We are regularly running several different kinds of performance tests to see how the various optimizations work across different platforms. Some of these results are visible at testsresults.qt.io, while some tests have not been automated yet. Whenever possible, we are aiming to optimize the performance of all supported operating systems and CPU architectures. For readability and because Linux on ARM has been an area of particular focus with Qt 5.9 LTS, it is the one discussed in this post. Typically, the other platforms have received roughly similar improvements.

Qt Quick Application Startup Time

Startup time of a Qt Quick application is often critical in the embedded space. This is true for small single-process embedded systems, as well as for more complex multi-process devices. We have offered a commercial-only tool called the Qt Quick Compiler since Qt 5.3 to improve the startup time by leveraging the C++ compiler to compile QML into a normal C++ binary. Between Qt 5.6 LTS and Qt 5.9 LTS, the performance of the QML engine has improved with each new Qt release, resulting in improved application startup time.
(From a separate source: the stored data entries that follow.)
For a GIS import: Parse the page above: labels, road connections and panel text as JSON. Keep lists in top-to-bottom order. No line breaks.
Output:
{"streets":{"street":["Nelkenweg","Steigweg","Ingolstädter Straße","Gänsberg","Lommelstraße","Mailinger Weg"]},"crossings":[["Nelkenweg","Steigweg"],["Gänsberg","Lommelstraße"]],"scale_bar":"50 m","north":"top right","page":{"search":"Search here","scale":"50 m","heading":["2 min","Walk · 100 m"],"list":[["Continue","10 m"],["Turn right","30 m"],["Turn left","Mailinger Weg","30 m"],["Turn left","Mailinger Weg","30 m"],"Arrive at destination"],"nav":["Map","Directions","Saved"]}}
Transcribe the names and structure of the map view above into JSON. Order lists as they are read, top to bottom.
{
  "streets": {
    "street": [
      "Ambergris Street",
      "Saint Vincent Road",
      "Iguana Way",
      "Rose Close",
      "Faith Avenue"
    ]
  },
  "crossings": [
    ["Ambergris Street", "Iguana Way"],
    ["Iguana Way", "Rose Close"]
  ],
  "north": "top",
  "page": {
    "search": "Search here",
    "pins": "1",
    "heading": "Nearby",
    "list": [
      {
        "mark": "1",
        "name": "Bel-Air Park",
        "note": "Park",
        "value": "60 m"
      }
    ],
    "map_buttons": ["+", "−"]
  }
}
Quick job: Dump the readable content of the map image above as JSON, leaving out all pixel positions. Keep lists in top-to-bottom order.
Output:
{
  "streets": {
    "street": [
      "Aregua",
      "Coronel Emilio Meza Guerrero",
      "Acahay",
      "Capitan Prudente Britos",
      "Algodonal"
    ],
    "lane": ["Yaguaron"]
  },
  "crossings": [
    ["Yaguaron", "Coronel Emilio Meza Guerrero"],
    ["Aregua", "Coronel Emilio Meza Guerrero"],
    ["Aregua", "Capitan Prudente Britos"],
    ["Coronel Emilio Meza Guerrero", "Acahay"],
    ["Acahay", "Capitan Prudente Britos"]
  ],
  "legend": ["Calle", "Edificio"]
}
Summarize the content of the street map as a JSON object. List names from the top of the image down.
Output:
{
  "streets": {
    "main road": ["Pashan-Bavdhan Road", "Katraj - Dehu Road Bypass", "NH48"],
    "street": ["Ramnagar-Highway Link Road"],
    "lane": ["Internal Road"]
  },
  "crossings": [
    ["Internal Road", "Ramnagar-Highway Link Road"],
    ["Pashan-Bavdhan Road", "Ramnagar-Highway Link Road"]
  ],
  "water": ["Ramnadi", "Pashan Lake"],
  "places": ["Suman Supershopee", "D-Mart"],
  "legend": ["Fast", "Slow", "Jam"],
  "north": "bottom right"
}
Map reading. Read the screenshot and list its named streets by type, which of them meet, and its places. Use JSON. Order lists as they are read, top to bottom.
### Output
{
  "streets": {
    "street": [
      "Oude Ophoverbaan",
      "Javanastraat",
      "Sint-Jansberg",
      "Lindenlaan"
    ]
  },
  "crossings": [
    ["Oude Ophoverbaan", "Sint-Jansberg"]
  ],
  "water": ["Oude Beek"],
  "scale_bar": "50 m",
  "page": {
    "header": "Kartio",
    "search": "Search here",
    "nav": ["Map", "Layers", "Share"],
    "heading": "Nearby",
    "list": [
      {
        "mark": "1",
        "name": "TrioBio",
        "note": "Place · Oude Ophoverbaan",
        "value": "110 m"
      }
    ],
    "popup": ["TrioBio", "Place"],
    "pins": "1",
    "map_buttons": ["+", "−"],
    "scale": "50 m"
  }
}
Qt 5.8 introduced QML caching, which makes second and subsequent runs of the applications to be faster. Qt 5.9 also offers a possibility to pre-populate the cache to reach improved performance already with the first run. With the Qt Quick Compiler, the first run is also already fast.

qtquickcompilercomparison

Each application has unique characteristics so the exact benefit in startup time for using Qt 5.9 LTS and/or the Qt Quick Compiler will vary. Typically, the more QML used, the bigger the improvement is. In Qt 5.9 LTS we offer two alternative options: the commercial-only Qt Quick Compiler and a new tool to populate the cache ahead-of-time, which is available for both open-source and commercial users. The performance and reduced startup time are in practice the same with both approaches in Qt 5.9 LTS.

When comparing the startup time for the same Qt Quick application with Qt 5.6 LTS without the Qt Quick Compiler to the startup time of Qt 5.9 LTS using the Qt Quick Compiler (or populated cache), the improvement is a whopping 60% on NXP i.MX6. When using the commercial-only Qt Quick Compiler of Qt 5.6 LTS the improvement in startup time is 54% (compared to Qt 5.6 LTS without the Qt Quick Compiler in use). Comparing the startup times of Qt 5.6 LTS and Qt 5.9 LTS when both are using the Qt Quick Compiler the improvement is 14% on NXP i.MX6.

The application used for the tests was the Qt Quick Controls 1 gallery and the tests were run with Linux on NXP i.MX6 and NVIDIA Tegra X1. We used the Controls 1 example because they are much heavier than Controls 2, thus better resembling a typical real-life Qt Quick application. For more measurements of Qt Quick application startup times, please check out the earlier blog post. For instructions to further optimize startup time of a Qt Quick application, please read the second post of our earlier fastboot blog series.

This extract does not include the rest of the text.